Records from a data collection:
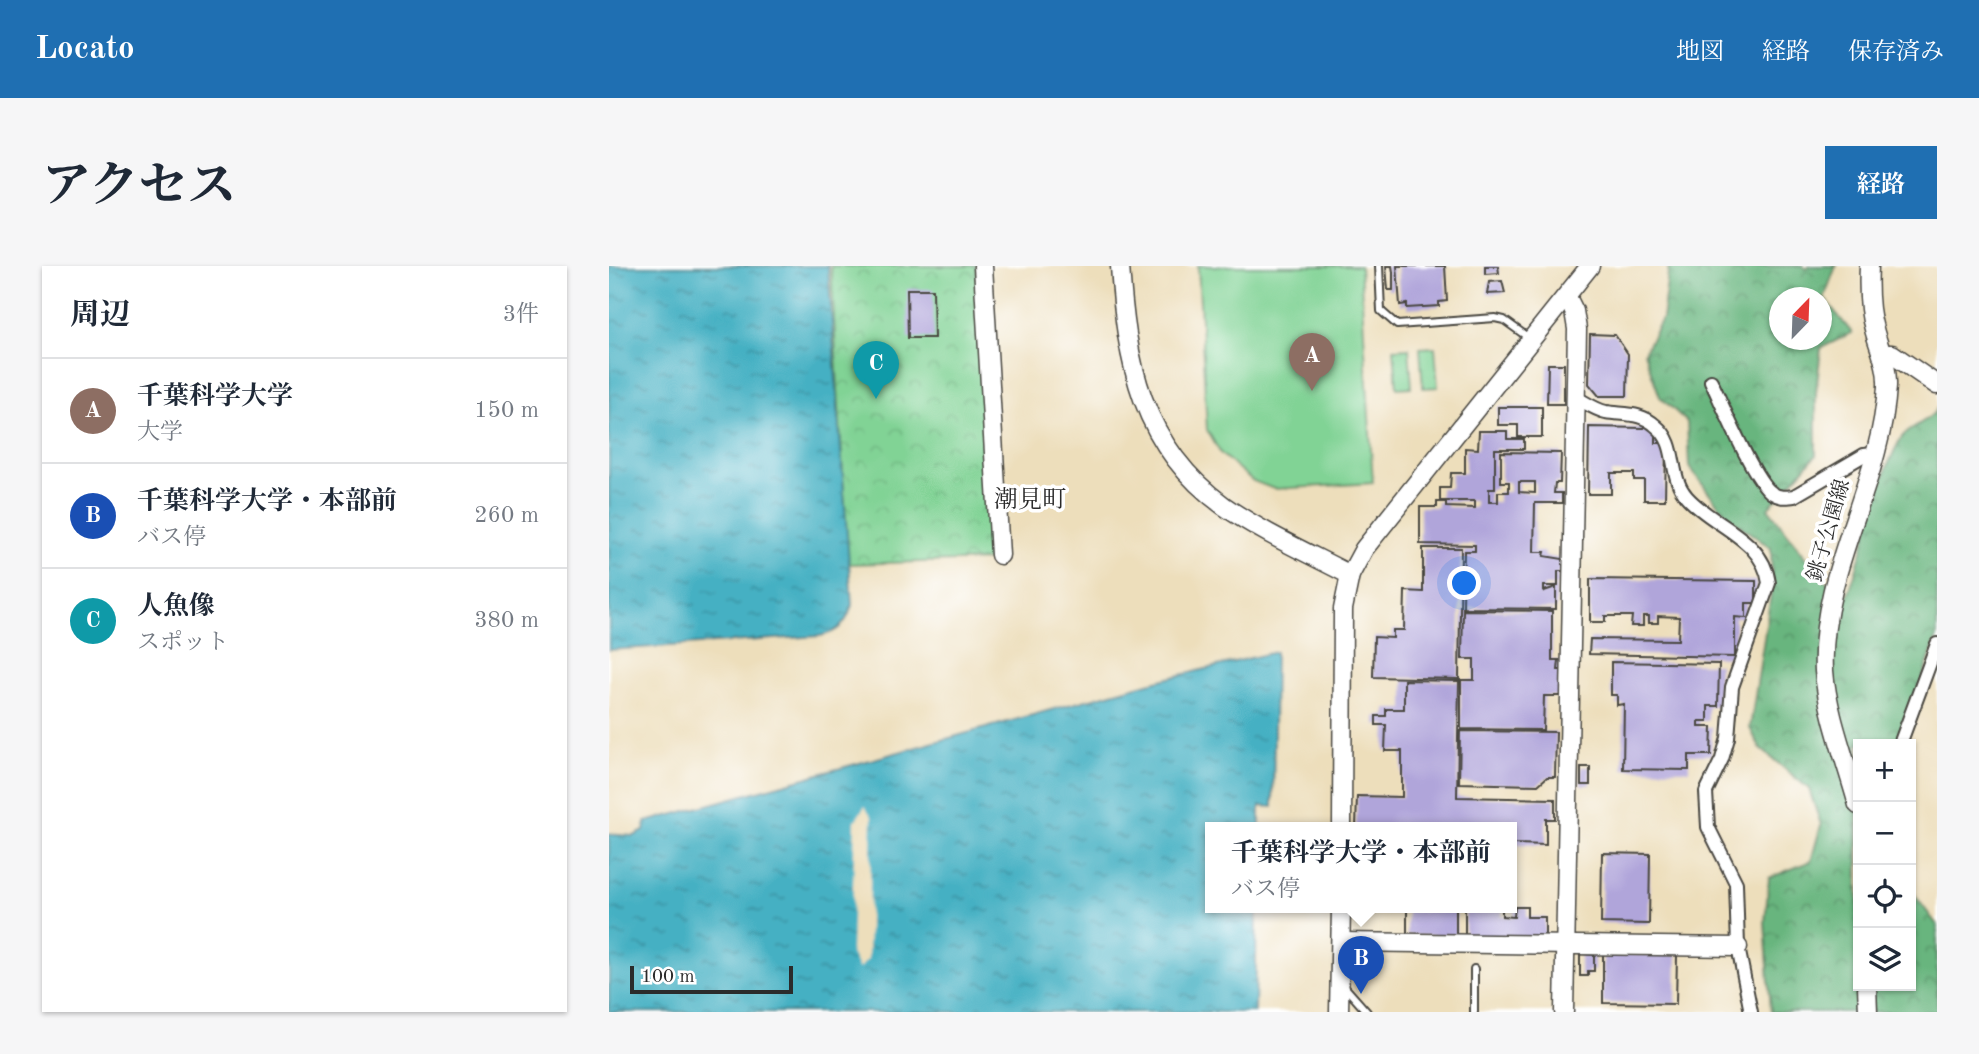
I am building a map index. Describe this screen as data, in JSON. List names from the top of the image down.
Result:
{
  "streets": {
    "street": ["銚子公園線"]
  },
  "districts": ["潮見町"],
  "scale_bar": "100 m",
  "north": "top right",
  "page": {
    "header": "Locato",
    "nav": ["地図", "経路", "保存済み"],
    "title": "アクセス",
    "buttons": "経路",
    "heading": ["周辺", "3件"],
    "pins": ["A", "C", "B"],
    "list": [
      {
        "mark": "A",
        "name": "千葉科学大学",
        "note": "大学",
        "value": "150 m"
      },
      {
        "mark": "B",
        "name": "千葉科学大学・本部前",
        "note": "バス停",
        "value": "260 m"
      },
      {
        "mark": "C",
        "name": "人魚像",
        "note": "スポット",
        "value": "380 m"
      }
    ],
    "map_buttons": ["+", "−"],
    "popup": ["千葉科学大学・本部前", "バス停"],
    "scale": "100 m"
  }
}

Task objective:
Could you restate every record above word for word, leaving the pictures out?

Problem solution:
I am building a map index. Describe this screen as data, in JSON. List names from the top of the image down.
Result:
{
  "streets": {
    "street": ["銚子公園線"]
  },
  "districts": ["潮見町"],
  "scale_bar": "100 m",
  "north": "top right",
  "page": {
    "header": "Locato",
    "nav": ["地図", "経路", "保存済み"],
    "title": "アクセス",
    "buttons": "経路",
    "heading": ["周辺", "3件"],
    "pins": ["A", "C", "B"],
    "list": [
      {
        "mark": "A",
        "name": "千葉科学大学",
        "note": "大学",
        "value": "150 m"
      },
      {
        "mark": "B",
        "name": "千葉科学大学・本部前",
        "note": "バス停",
        "value": "260 m"
      },
      {
        "mark": "C",
        "name": "人魚像",
        "note": "スポット",
        "value": "380 m"
      }
    ],
    "map_buttons": ["+", "−"],
    "popup": ["千葉科学大学・本部前", "バス停"],
    "scale": "100 m"
  }
}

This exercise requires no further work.